### Try it
Would you find each line in the entries below with the string "center" and copy it?
[[ The input open ]]
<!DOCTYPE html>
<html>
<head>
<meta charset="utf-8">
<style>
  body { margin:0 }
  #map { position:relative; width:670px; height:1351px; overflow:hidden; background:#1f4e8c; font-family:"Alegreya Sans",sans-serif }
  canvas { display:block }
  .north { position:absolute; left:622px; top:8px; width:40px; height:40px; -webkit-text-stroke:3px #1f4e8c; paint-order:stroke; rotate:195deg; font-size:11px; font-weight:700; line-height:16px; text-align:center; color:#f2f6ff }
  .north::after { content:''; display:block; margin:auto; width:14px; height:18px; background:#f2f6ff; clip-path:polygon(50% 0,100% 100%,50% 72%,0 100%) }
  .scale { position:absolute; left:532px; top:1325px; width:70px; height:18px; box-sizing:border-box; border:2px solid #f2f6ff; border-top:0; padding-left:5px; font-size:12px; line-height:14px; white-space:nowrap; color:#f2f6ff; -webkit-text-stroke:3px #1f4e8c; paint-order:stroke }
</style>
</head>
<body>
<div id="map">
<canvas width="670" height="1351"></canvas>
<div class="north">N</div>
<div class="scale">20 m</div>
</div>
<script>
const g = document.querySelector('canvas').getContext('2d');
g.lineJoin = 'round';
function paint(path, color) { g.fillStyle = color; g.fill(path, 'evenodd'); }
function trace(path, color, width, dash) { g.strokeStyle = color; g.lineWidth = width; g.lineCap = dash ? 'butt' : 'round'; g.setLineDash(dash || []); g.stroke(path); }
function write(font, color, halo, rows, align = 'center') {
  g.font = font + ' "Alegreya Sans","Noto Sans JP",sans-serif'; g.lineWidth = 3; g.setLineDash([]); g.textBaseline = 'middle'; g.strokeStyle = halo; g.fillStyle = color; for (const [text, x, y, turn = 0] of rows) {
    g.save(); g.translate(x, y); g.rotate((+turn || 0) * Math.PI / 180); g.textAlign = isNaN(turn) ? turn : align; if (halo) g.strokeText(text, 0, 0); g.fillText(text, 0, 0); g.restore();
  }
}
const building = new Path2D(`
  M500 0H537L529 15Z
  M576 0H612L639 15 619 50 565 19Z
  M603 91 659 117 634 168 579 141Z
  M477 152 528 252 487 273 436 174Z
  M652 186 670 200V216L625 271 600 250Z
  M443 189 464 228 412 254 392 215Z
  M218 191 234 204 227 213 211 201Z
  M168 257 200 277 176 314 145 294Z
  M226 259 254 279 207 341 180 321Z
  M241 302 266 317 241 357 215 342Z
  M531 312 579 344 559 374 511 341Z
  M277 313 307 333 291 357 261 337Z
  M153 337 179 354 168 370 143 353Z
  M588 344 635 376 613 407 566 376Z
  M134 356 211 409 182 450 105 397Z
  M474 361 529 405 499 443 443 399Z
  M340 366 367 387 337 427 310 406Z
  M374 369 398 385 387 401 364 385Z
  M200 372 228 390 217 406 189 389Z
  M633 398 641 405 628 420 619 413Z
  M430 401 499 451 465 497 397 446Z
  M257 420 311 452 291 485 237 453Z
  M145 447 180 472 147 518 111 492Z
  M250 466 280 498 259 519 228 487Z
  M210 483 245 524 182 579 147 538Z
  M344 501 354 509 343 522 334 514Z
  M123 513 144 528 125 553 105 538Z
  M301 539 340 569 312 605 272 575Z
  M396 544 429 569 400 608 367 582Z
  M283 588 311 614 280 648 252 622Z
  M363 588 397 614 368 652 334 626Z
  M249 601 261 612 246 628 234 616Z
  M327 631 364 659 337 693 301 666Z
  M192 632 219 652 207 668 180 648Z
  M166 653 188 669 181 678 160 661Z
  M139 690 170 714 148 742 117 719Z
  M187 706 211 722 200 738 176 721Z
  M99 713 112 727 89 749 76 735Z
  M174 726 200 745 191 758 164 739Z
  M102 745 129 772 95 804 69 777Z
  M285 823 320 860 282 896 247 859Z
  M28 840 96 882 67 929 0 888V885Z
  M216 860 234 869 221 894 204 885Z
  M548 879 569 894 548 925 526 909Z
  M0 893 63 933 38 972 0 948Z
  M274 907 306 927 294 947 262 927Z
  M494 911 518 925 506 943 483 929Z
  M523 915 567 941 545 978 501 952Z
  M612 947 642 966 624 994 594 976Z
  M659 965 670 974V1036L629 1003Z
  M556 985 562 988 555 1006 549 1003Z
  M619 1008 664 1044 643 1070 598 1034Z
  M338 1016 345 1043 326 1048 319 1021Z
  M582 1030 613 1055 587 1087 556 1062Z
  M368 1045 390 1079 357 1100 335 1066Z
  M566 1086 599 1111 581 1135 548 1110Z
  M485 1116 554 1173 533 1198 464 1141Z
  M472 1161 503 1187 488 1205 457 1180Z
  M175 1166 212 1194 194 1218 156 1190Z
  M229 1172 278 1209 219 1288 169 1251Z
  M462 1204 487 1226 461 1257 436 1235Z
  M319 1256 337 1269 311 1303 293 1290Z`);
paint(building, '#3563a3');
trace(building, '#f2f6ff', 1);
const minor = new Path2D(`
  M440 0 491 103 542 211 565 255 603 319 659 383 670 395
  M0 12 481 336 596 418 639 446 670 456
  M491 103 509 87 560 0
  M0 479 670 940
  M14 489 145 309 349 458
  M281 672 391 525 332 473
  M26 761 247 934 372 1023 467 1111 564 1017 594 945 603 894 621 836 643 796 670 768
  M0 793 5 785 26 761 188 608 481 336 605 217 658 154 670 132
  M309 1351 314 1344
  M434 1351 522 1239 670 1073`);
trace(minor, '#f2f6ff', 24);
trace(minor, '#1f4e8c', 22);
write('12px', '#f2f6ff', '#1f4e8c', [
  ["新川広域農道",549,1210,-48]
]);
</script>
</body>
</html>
[[ The input closed ]]
### Result of this task
  .north { position:absolute; left:622px; top:8px; width:40px; height:40px; -webkit-text-stroke:3px #1f4e8c; paint-order:stroke; rotate:195deg; font-size:11px; font-weight:700; line-height:16px; text-align:center; color:#f2f6ff }
function write(font, color, halo, rows, align = 'center') {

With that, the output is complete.